I've had a less than wonderful time with ES over the past few days after a year of good service.
We have about 60gb of data in a troublesome index. 3 nodes, 2gb ram each, 1 replica (2 copies of data). It's been running fine up until the weekend.
Here's what happens:
- One of the nodes goes OOM. - Master node locks up - Other nodes remove master for timeout - Cluster stops responding - Other nodes either go OOM or lock up or start spewing errors - Those crash too
So I have to generally restart the master and the OOM nodes, and sometimes the whole cluster. When it comes back up
- Cluster reports unassigned shards - Cluster rebuilds, eventually - Cluster crashes again with OOM.

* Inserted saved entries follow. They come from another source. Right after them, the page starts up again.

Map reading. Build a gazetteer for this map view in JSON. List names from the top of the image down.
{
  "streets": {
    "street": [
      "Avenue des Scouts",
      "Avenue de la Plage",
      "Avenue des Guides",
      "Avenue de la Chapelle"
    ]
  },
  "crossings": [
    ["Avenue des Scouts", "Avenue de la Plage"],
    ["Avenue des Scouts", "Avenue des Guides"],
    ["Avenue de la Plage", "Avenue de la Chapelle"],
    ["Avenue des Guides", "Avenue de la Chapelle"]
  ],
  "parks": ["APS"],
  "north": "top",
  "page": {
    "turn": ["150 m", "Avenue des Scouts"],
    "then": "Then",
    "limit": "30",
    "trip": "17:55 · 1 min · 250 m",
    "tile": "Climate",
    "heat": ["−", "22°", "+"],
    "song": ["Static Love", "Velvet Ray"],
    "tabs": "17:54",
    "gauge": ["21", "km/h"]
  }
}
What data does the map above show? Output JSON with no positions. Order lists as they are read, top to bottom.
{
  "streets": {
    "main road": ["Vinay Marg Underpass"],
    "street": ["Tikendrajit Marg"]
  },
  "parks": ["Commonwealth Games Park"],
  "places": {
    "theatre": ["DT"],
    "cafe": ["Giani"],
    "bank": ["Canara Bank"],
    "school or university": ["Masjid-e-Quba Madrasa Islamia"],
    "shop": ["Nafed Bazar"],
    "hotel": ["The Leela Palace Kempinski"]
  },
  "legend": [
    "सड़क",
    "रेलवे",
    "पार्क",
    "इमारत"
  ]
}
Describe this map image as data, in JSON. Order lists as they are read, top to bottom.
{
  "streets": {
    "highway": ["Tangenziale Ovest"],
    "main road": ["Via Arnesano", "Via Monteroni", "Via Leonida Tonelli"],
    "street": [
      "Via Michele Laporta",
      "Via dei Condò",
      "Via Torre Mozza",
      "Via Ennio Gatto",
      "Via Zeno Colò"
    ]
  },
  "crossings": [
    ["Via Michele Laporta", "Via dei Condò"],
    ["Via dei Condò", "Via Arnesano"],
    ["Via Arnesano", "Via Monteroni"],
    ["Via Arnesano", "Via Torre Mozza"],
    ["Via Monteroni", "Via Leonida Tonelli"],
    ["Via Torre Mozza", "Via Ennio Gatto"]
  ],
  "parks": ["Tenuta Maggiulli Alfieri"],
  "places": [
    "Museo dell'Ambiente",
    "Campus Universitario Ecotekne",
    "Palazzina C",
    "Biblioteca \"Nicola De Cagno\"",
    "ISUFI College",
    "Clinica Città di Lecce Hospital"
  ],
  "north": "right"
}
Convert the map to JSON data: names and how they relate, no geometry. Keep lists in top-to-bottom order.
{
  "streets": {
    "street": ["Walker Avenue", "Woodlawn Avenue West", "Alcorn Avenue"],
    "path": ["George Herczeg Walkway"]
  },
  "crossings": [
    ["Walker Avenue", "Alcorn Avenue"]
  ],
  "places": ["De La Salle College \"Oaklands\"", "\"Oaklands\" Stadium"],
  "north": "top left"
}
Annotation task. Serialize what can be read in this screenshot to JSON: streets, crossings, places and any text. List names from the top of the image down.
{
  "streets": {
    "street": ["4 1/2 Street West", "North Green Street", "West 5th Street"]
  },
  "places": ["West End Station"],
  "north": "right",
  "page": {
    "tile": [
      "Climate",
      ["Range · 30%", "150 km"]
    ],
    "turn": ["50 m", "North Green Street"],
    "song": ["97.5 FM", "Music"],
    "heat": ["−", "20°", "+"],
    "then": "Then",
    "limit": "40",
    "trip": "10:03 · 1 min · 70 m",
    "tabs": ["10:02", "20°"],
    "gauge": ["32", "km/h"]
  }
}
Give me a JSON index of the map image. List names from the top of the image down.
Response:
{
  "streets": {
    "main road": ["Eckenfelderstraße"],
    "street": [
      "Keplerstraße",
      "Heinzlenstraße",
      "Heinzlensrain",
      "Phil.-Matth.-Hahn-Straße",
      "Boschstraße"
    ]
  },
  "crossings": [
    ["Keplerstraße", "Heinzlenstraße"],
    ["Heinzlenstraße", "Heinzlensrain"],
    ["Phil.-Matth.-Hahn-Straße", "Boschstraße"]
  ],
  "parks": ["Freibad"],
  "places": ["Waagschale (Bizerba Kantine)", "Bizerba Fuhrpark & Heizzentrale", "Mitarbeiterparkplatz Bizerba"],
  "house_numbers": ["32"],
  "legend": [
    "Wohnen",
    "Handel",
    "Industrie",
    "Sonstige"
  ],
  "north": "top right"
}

Amazingly, it's always consistently the same shard that is unassigned. One of the crashes actually deleted all copies of that shard! So we had to rebuild the whole index from scratch (it's going to take about a week. On production systems.). Grr.
So we rebuilt the cluster with way more shards (32 instead of 5), upgraded the hardware, (now running on 5 beefy machines with 17 or 58gb of ram each). And the while it's a different shard now that goes bad and has to be recovered, it's still the same consistent one, and we still get OOMs.
So it appears to my uneducated self that there's a bad document there which is causing a leak -> OOM errors which cascades failures to the whole cluster and causes split-brain issues which cause the deletions and other weird behavior.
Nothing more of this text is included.